◆ **TASK DESCRIPTION**: Find the line with "ctx.save(); ctx.translate(x, y);" in the entries below, then reproduce it and every line after it down to and including the line with "[1715,1037,1715,1287,1300,1287,1529,1092]", exactly.
::::
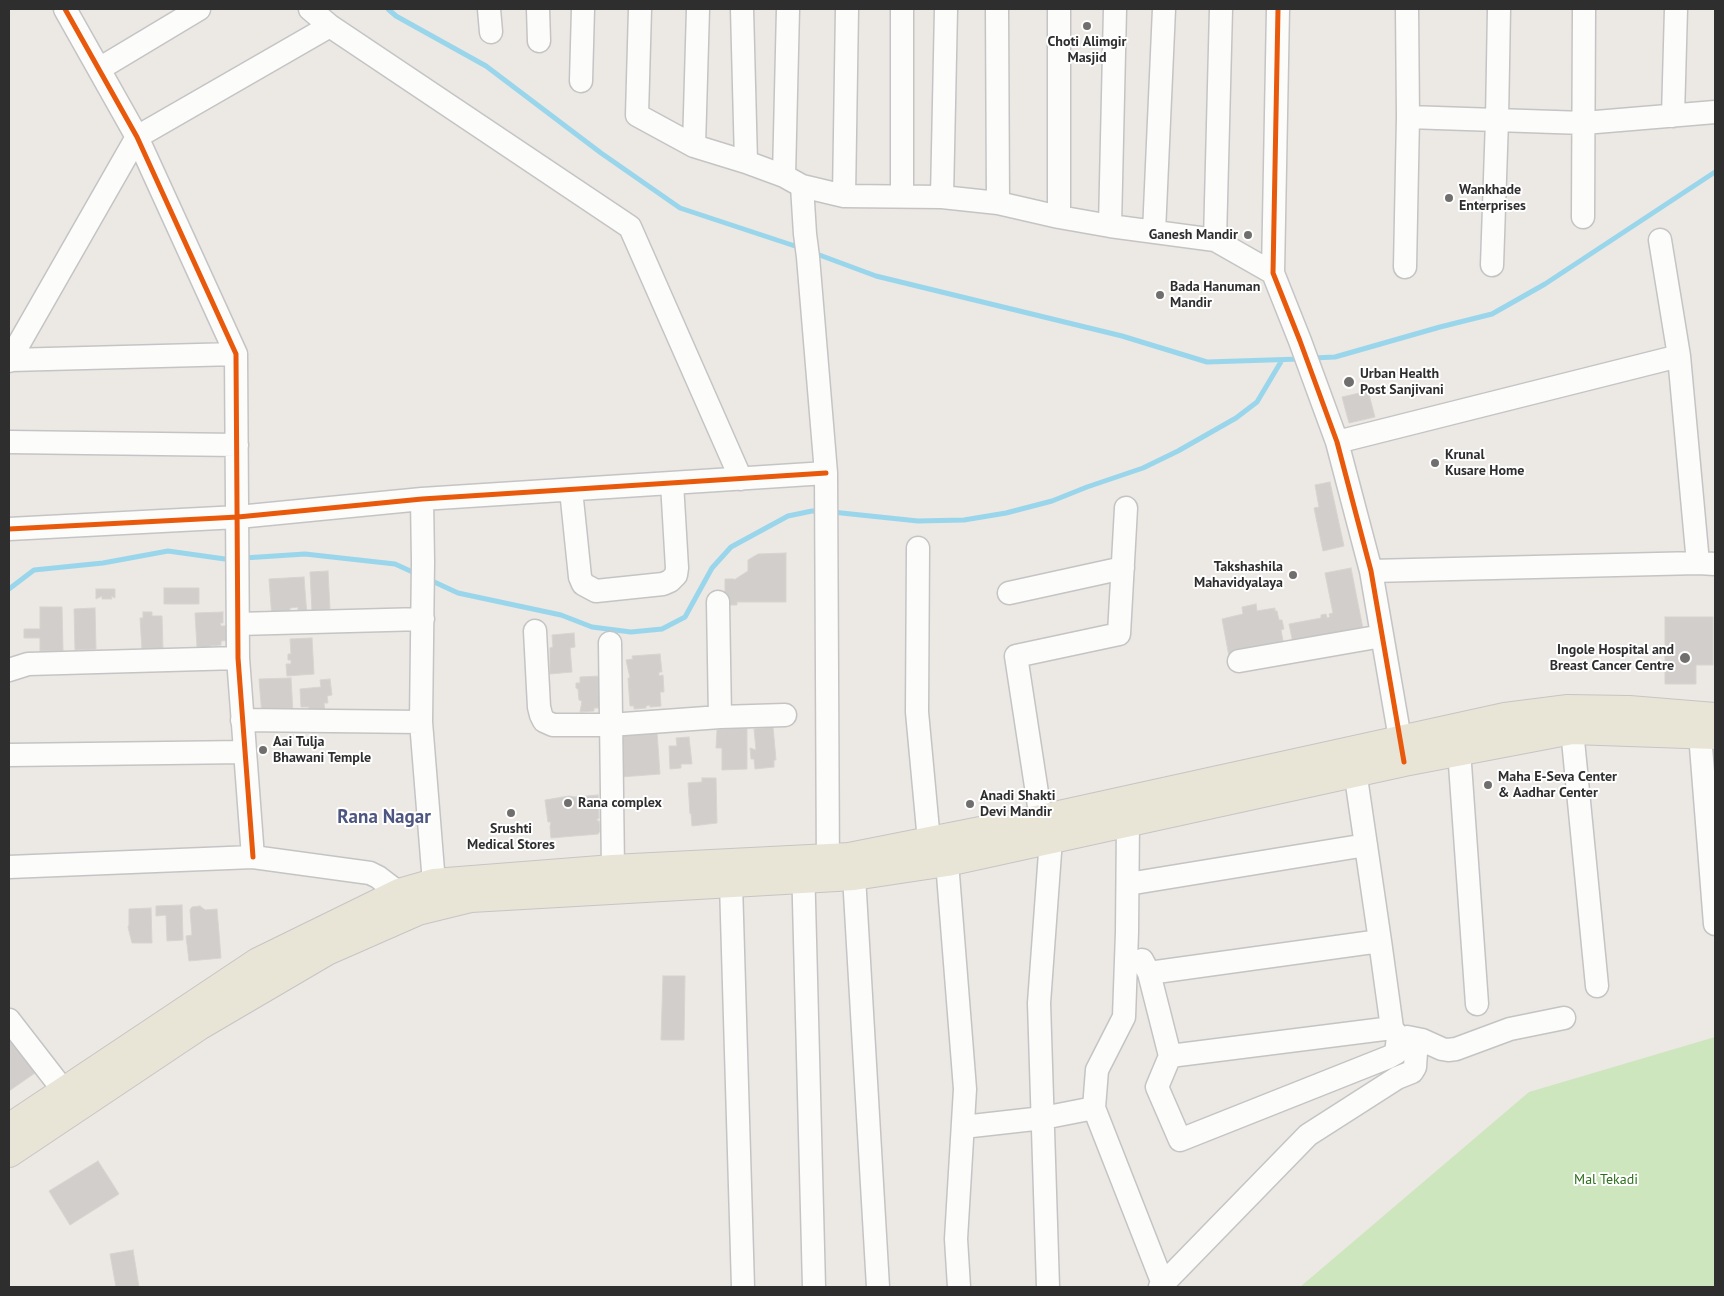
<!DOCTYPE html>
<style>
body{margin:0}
#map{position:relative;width:1724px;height:1296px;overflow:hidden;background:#ece8e4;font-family:"PT Sans",sans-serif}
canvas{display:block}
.frame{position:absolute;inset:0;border:10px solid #2e2e2e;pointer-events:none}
</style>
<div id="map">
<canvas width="1724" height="1296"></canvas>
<div class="frame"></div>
</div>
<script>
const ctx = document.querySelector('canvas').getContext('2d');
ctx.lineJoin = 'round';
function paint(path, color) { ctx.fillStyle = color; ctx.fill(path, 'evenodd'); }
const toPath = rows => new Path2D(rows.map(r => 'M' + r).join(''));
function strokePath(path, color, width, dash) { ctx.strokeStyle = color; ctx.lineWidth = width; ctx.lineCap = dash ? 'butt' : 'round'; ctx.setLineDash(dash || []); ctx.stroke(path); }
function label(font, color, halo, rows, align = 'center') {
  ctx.font = font + ' "PT Sans",sans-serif'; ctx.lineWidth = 4; ctx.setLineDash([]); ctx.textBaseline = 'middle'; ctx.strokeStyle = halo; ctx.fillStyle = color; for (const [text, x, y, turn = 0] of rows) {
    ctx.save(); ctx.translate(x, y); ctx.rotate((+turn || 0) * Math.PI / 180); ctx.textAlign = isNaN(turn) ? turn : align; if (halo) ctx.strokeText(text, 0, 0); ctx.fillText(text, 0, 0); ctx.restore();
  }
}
paint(toPath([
 [1715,1037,1715,1287,1300,1287,1529,1092]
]), '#cee6be');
strokePath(toPath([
 [388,9,396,16,486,66,601,153,680,208,801,248],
 [814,253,876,276,1122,336,1207,362,1300,359],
 [1313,358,1335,357,1440,327,1492,314,1545,284,1715,172],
 [832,512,918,521,964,520,1006,513,1052,501,1087,487,1143,468,1178,451,1236,418,1257,402,1282,360],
 [244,558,305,554,395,564,417,574],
 [430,580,458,593,561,615,592,627,631,632,662,629,685,617,712,568,731,547,788,516,812,511,821,511],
 [9,589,34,570,103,563,168,551,225,559,233,559]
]), '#99d6ec', 5);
const building = toPath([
 [1368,391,1375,417,1349,423,1342,397,1368,391],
 [1330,482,1344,546,1323,551,1314,508,1319,507,1315,485,1330,482],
 [786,553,786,602,737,602,737,605,725,605,725,579,734,579,734,580,748,571,748,560,758,554,786,553],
 [1351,568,1364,634,1294,648,1289,624,1321,618,1321,615,1326,614,1327,618,1330,617,1329,614,1333,613,1325,573,1351,568],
 [328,571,330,609,312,611,310,572,328,571],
 [304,577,307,616,298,617,298,607,290,608,290,617,272,619,269,579,304,577],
 [164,588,199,588,199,604,164,604,164,588],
 [96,589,115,589,115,598,111,596,112,599,102,599,102,596,96,599,96,589],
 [1256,604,1257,611,1275,608,1275,611,1277,611,1279,620,1282,620,1284,629,1281,630,1284,646,1229,656,1222,619,1243,614,1242,607,1256,604],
 [40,607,62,607,63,651,40,651,40,638,24,638,24,629,40,629,40,607],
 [95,608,96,649,75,650,74,609,95,608],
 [143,612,152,612,152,616,162,616,163,650,142,650,140,618,143,618,143,612],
 [223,612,223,623,220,623,221,626,230,626,231,640,221,641,221,645,210,646,211,653,204,653,204,647,197,647,195,613,223,612],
 [1665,617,1713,617,1713,665,1696,665,1696,684,1665,684,1665,617],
 [574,633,575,647,570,648,572,672,550,674,550,648,553,647,552,635,574,633],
 [312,638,314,674,287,676,286,664,291,664,291,660,288,660,288,654,291,654,290,639,312,638],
 [660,654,662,672,659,672,659,676,663,675,664,692,660,692,661,706,650,707,650,705,646,706,646,708,634,709,634,706,630,706,628,678,630,678,626,660,633,659,632,656,660,654],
 [601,676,600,708,594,708,594,711,580,712,582,701,579,700,578,689,576,688,576,683,580,683,580,677,601,676],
 [291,678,293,713,262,715,259,679,291,678],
 [330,679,332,695,327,696,328,703,324,703,325,713,308,710,309,707,301,707,300,689,321,687,320,680,330,679],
 [747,727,747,769,722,770,722,748,716,748,717,730,747,727],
 [773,727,776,760,774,760,774,767,755,769,754,759,751,759,750,748,756,750,754,729,773,727],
 [657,732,660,774,621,777,620,765,624,763,622,735,657,732],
 [689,737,692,764,681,764,681,768,670,769,669,746,677,746,676,738,689,737],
 [702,778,716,778,717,823,692,826,691,813,690,814,688,783,702,782,702,778],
 [598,795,599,818,597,819,597,821,599,821,600,831,598,834,551,838,550,827,551,822,548,822,545,800,569,796,575,797,598,795],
 [182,905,183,940,167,941,166,915,156,916,156,906,182,905],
 [200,906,205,910,217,909,221,958,189,961,186,936,192,935,190,910,192,907,200,906],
 [151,908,152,943,132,943,128,927,129,925,129,909,151,908],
 [663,976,685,976,684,1040,661,1040,663,976],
 [10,1036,35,1073,9,1091,9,1037,10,1036],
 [98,1161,119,1194,70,1225,49,1191,98,1161],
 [133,1250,139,1287,116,1287,110,1254,133,1250]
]);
paint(building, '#d1cecb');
strokePath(building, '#d7d4d0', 1);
const minor = toPath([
 [65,9,137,137,236,354,238,658,253,857],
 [310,9,330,26,630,227,741,479],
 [489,9,491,32],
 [538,9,539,41],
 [640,9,637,115,694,146,746,162,784,176,802,186,844,196,942,197,998,203,1059,217,1110,226,1215,240,1273,273],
 [742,9,746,162],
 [997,9,998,203],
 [1278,9,1273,273,1300,341,1337,442,1371,571,1403,756],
 [99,69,199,9],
 [581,81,583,9],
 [1673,116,1676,9],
 [1408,117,1584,123,1715,112],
 [694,146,698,9],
 [784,176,788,9],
 [802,186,805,234,808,257,826,473,828,873],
 [844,196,847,9],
 [902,196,902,9],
 [942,197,946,9],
 [1059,217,1059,9],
 [1583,217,1584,9],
 [1110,226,1115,9],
 [1154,232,1164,9],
 [1215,240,1221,9],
 [1660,240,1679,356,1698,563],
 [1492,265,1497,120,1499,9],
 [1405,267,1408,117,1407,9],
 [10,360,236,354],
 [9,361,137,137,330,26],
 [9,442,237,445],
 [1337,442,1679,356],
 [571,490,580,577,583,584,596,591,663,584,670,581,676,575,677,568,672,483],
 [422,499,423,562,421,722,434,883],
 [9,529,238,517,422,499,826,473],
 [918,548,917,712,929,841],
 [1371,571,1698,563,1715,564],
 [1009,593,1123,568],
 [238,624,423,619],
 [535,631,539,707,541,715,544,721,553,725,610,725,720,717,718,602],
 [610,643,613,869],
 [1239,661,1382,636],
 [9,670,28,664,238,658],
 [720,717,785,715],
 [242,720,421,722],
 [1572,730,1597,986],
 [1700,734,1715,924],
 [1458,736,1477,1004],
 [9,755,245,752],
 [1041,819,1016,656,1119,634,1126,508],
 [1128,821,1127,932,1124,1017,1097,1070,1094,1108,1163,1284],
 [947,862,965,1089,956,1239,959,1287],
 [803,863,814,1287],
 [9,867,253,857,370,873,378,877,399,893,410,903],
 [854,876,878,1287],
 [731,884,743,1287],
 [1128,884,1366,845],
 [1142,960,1149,973,1170,1056,1392,1028],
 [1149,973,1380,941,1353,757],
 [9,1020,64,1091],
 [1407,1037,1422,1040,1442,1049,1448,1050,1456,1049,1510,1029,1564,1018],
 [1170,1056,1157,1087,1180,1140,1389,1057,1396,1053,1398,1037,1392,1028,1380,941],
 [963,1127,1043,1118,1094,1108],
 [1048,1287,1039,1003,1051,839],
 [1160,1287,1308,1135,1397,1078,1412,1072,1415,1067,1416,1052,1422,1040]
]);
const major = toPath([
 [9,1128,258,962,399,893,434,883,613,869,849,857,1041,819,1505,717,1568,709,1629,710,1715,717],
 [9,1153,199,1026,327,951,418,911,471,898,854,876,947,862,1404,762,1572,730,1715,735]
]);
strokePath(minor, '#c5c4c5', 25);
strokePath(major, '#c6c5c4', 30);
strokePath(minor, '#fcfcfb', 22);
strokePath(major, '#e8e4d6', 28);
strokePath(toPath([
 [65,9,137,137,236,354,238,658,253,857],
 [1278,9,1273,273,1300,341,1337,442,1371,571,1404,762],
 [9,529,238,517,422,499,826,473]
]), '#e8590c', 5);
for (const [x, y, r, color] of [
 [1087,26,5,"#706f6e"],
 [1449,198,5,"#706f6e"],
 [1248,235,5,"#706f6e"],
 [1160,295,5,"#706f6e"],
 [1349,382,6,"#706f6e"],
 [1435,463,5,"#706f6e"],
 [1293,575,5,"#706f6e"],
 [1685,658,6,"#706f6e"],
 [263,750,5,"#706f6e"],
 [1488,785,5,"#706f6e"],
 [568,803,5,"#706f6e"],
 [970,804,5,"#706f6e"],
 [511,813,5,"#706f6e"]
]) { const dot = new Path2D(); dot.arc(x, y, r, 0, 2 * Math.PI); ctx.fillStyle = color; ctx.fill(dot); strokePath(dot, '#fff', 2); }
label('bold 14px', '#2e2e2e', '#fff', [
 ["Choti Alimgir",1087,42,"center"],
 ["Masjid",1087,58,"center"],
 ["Wankhade",1459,190],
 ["Enterprises",1459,206],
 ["Ganesh Mandir",1238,235,"right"],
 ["Bada Hanuman",1170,287],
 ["Mandir",1170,303],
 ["Urban Health",1360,374],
 ["Post Sanjivani",1360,390],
 ["Krunal",1445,455],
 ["Kusare Home",1445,471],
 ["Takshashila",1283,567,"right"],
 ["Mahavidyalaya",1283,583,"right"],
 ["Ingole Hospital and",1674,650,"right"],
 ["Breast Cancer Centre",1674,666,"right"],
 ["Aai Tulja",273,742],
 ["Bhawani Temple",273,758],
 ["Maha E-Seva Center",1498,777],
 ["& Aadhar Center",1498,793],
 ["Anadi Shakti",980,796],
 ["Devi Mandir",980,812],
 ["Rana complex",578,803],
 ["Srushti",511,829,"center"],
 ["Medical Stores",511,845,"center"]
], 'left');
label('14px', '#2c6e1b', '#fff', [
 ["Mal Tekadi",1606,1180]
]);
label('bold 19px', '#4d5680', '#fff', [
 ["Rana Nagar",384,818]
]);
</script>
::::
◆ **EXPECTED ANSWER**:
    ctx.save(); ctx.translate(x, y); ctx.rotate((+turn || 0) * Math.PI / 180); ctx.textAlign = isNaN(turn) ? turn : align; if (halo) ctx.strokeText(text, 0, 0); ctx.fillText(text, 0, 0); ctx.restore();
  }
}
paint(toPath([
 [1715,1037,1715,1287,1300,1287,1529,1092]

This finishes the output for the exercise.